◆ **Extracted information**:
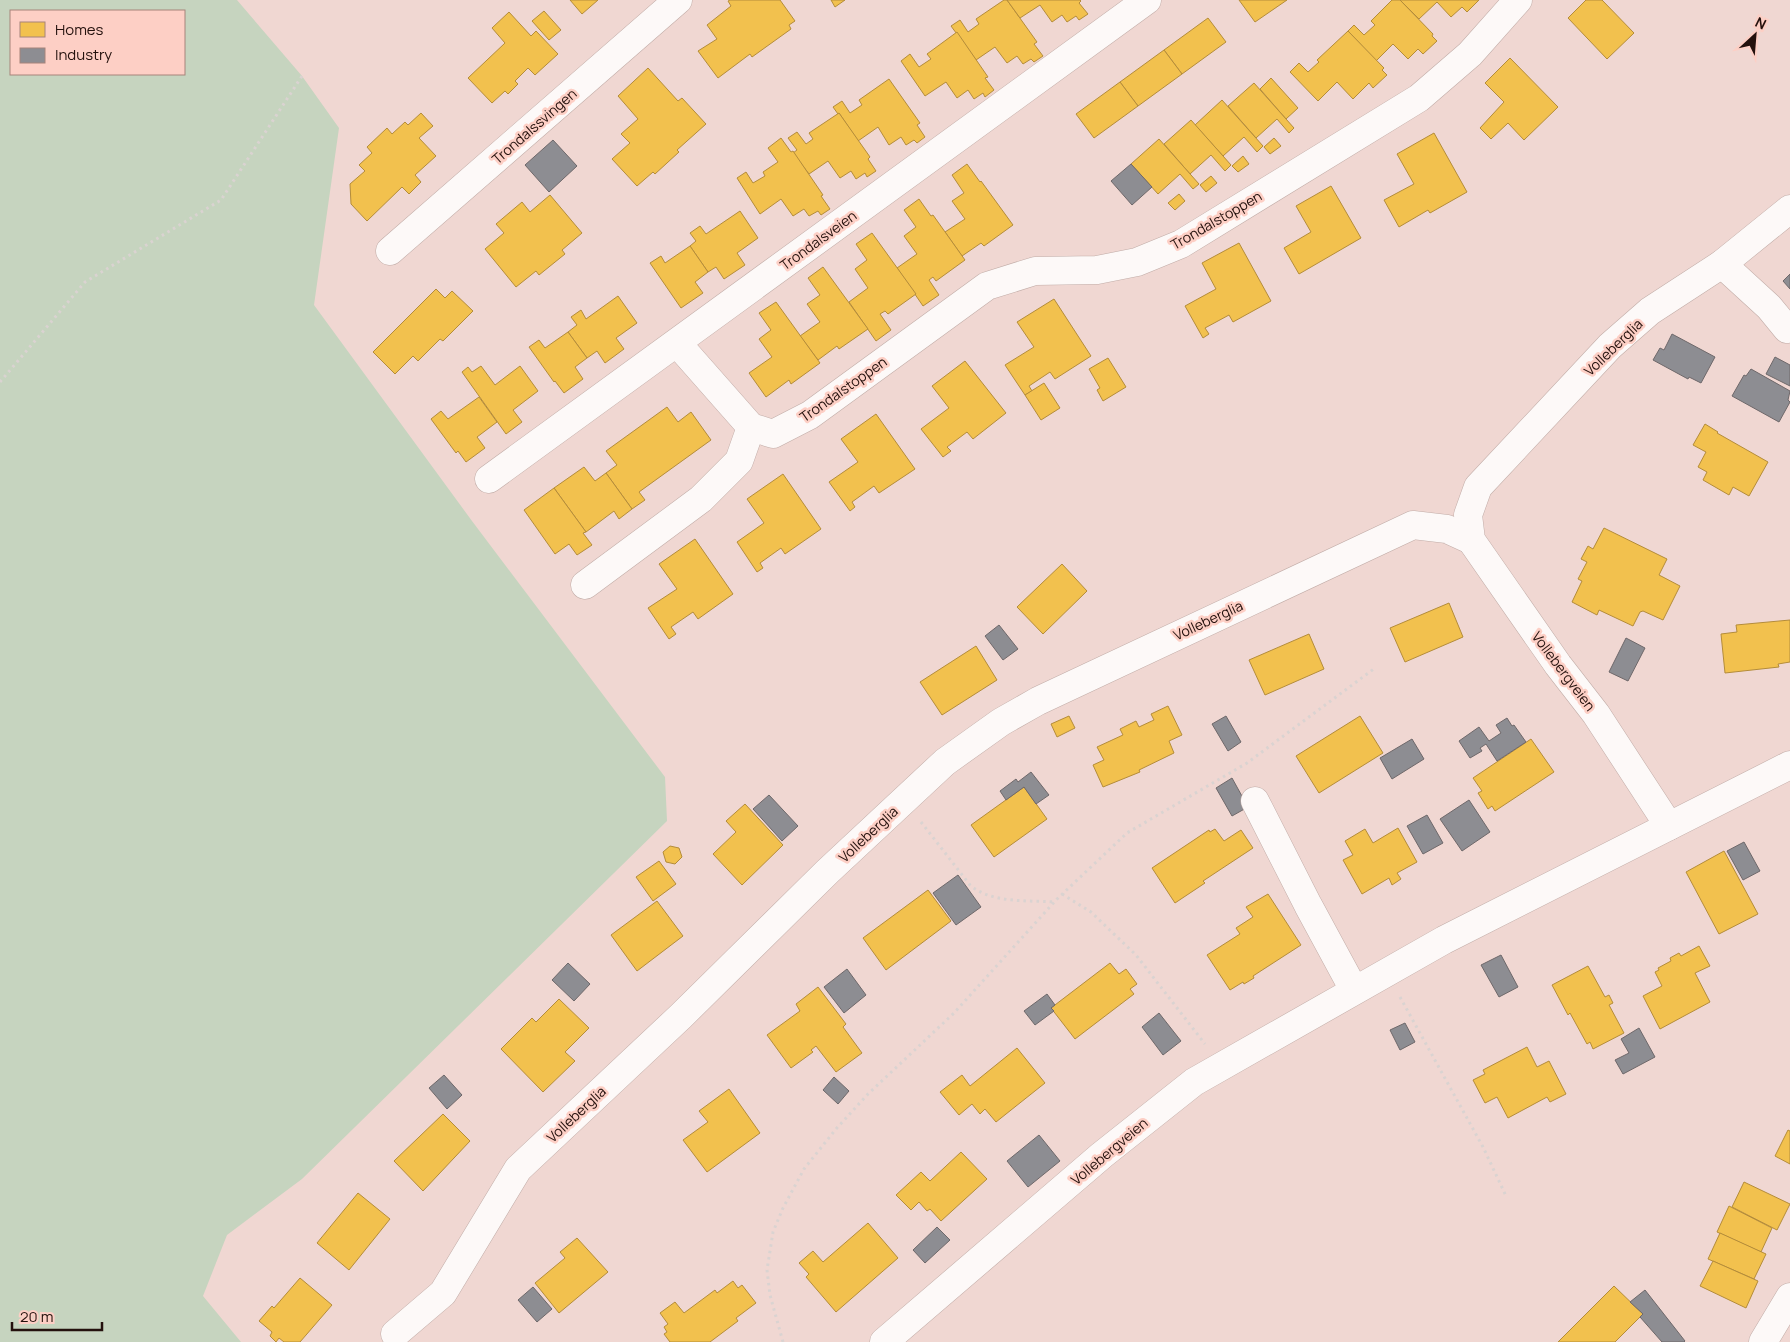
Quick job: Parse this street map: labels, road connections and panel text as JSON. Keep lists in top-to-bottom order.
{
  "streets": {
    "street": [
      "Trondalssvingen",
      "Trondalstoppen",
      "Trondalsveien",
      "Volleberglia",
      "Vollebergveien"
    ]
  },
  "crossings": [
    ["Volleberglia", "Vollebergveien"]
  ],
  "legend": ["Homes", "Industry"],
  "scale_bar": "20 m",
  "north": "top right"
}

◆ **Activity**: Retype the full listing above precisely. Exclude each picture you find in it.

◆ **Answer to this exercise**:
Quick job: Parse this street map: labels, road connections and panel text as JSON. Keep lists in top-to-bottom order.
{
  "streets": {
    "street": [
      "Trondalssvingen",
      "Trondalstoppen",
      "Trondalsveien",
      "Volleberglia",
      "Vollebergveien"
    ]
  },
  "crossings": [
    ["Volleberglia", "Vollebergveien"]
  ],
  "legend": ["Homes", "Industry"],
  "scale_bar": "20 m",
  "north": "top right"
}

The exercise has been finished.